Reagiert die Atmosphäre auf steigende Temperaturen, indem sie mehr Wärme abgibt und das Klima somit wieder kühlt? Diese Hypothese gilt Klimaforschern als unplausibel, aber wenn man sie in Computersimulationen einbaut, bilden diese die Realität besser ab.

Stuttgart - Eine Hypothese, die unter Klimaforschern als verworfen galt, rückt durch eine neue Studie wieder in den Fokus. 2001 behauptete Richard Lindzen vom Massachusetts Institute of Technology, die Atmosphäre würde die globale Erwärmung automatisch dämpfen.
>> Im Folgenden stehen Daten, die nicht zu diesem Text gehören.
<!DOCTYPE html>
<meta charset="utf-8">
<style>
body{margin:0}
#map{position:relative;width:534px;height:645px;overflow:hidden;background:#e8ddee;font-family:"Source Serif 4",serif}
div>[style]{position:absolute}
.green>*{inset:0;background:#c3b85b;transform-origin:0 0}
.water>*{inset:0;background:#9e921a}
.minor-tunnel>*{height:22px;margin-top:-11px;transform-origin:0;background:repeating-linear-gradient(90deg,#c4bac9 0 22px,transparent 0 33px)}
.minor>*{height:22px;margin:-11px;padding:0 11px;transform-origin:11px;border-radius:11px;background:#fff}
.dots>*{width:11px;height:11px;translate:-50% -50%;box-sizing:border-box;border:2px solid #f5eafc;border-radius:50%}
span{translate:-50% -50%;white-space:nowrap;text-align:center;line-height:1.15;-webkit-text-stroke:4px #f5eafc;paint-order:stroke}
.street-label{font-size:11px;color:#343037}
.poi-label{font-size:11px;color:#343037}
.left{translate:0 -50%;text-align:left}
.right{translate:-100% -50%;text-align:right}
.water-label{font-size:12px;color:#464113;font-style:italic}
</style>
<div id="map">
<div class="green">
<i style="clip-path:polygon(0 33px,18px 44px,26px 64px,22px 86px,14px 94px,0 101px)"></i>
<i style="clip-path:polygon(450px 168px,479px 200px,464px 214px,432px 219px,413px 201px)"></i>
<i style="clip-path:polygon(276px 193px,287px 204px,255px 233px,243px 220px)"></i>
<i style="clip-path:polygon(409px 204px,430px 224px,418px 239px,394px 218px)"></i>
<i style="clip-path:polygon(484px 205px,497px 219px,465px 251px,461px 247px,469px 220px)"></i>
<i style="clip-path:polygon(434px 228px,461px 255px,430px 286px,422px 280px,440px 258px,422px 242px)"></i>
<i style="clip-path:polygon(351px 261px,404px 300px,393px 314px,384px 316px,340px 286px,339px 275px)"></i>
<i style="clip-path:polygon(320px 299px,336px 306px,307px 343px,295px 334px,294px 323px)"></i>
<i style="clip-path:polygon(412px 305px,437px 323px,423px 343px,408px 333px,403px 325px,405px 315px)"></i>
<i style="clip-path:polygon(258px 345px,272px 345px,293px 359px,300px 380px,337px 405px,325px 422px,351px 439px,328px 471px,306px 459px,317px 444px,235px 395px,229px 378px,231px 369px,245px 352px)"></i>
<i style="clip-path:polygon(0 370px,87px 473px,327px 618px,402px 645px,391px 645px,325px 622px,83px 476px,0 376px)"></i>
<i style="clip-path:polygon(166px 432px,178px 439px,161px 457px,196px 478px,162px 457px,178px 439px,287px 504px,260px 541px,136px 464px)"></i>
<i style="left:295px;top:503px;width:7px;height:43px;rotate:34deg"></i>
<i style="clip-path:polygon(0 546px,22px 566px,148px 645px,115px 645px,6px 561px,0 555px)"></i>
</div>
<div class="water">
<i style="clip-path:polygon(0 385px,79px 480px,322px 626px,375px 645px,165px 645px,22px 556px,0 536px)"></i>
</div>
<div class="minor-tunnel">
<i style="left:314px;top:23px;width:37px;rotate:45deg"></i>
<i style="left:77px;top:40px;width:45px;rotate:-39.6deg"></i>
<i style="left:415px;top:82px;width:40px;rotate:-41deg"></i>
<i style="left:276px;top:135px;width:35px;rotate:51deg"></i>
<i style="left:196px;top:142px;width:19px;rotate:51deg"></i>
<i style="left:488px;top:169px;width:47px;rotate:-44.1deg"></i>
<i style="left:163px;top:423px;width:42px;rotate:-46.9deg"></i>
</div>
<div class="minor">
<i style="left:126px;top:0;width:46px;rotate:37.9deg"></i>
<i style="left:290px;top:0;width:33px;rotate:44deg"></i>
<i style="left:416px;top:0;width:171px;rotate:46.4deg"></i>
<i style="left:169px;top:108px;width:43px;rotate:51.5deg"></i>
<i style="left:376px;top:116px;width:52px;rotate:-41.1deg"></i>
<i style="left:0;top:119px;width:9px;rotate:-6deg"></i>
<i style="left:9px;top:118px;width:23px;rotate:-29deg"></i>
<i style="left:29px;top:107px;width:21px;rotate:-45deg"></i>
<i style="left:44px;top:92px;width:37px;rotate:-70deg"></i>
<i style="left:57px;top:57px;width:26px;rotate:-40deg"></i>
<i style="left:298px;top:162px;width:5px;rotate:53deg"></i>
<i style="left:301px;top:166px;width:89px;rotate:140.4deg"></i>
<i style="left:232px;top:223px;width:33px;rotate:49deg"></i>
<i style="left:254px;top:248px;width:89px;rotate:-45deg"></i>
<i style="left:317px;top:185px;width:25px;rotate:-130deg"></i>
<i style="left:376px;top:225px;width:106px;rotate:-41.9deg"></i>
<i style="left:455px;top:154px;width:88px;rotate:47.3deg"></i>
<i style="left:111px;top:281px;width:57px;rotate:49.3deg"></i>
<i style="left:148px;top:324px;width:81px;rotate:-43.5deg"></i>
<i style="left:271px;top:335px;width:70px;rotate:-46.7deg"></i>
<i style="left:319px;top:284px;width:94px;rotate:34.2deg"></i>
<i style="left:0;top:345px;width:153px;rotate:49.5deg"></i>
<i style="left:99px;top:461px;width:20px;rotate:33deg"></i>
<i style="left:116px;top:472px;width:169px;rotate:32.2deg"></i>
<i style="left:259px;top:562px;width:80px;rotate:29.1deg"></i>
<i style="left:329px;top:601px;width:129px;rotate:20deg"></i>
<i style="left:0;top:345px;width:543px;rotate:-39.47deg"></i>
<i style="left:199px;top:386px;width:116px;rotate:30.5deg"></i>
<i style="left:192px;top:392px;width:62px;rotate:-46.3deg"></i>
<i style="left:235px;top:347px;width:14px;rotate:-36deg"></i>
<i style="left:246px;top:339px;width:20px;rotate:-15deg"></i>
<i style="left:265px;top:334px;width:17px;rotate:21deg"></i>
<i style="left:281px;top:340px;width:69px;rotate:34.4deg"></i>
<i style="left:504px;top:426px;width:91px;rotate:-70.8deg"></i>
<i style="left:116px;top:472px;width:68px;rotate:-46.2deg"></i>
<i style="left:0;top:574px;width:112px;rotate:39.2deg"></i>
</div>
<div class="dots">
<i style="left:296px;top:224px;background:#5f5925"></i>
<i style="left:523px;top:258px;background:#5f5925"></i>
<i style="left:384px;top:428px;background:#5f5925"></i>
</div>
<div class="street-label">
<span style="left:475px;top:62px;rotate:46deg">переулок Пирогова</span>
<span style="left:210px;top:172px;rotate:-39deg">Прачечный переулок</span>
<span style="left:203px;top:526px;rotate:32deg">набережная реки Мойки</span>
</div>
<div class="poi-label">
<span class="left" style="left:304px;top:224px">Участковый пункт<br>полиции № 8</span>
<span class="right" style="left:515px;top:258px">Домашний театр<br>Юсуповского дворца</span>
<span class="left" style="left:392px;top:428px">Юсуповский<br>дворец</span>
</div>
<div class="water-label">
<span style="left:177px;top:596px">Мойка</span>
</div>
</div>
Seine Idee ist als „Irishypothese“ bekannt geworden. Thorsten Mauritsen und Bjorn Stevens vom Max-Planck-Institut für Meteorologie in Hamburg greifen die Idee jetzt in stark abgewandelter Form wieder auf: Im Fachjournal „Nature Geoscience“ schreiben sie, ihre neue Irishypothese könne erklären, warum Klimamodelle den atmosphärischen Wasserkreislauf weniger genau wiedergeben als erhofft. Hinweise auf eine starke Dämpfung der Erwärmung finden sie jedoch nicht.

 

Die Irishypothese besagt, dass Wolken in den Tropen auf Temperaturänderungen ähnlich reagieren wie das Auge auf Helligkeitsschwankungen. Beim Auge steuert die Iris wie eine Blende im Fotoapparat den Lichteinfall. Die Atmosphäre gibt gemäß Richard Lindzen bei einem Temperaturanstieg mehr Infrarotstrahlung ab (und bei Abkühlung weniger). Die meisten Klimaforscher glauben, Lindzens Irishypothese sei durch Messdaten widerlegt. Außerdem konnte Lindzen keinen überzeugenden Mechanismus vorweisen, wie der Iriseffekt funktionieren soll.

Was könnte den Iriseffekt hervorrufen? Gemäß der neuen Studie ist die Ursache möglicherweise ein noch wenig verstandenes Phänomen tropischer Schauer- und Gewitterwolken. Es handelt sich um ein heißes Eisen in der Forschung, das kürzlich auf der Tagung der European Geosciences Union in Wien Thema von einem Dutzend Beiträgen war: Je wärmer es ist, desto eher vereinigen sich solche Wolken zu zusammenhängenden Gebieten. Dabei nehmen sie eine geringere Fläche ein als zuvor. Das würde zur Irishypothese passen.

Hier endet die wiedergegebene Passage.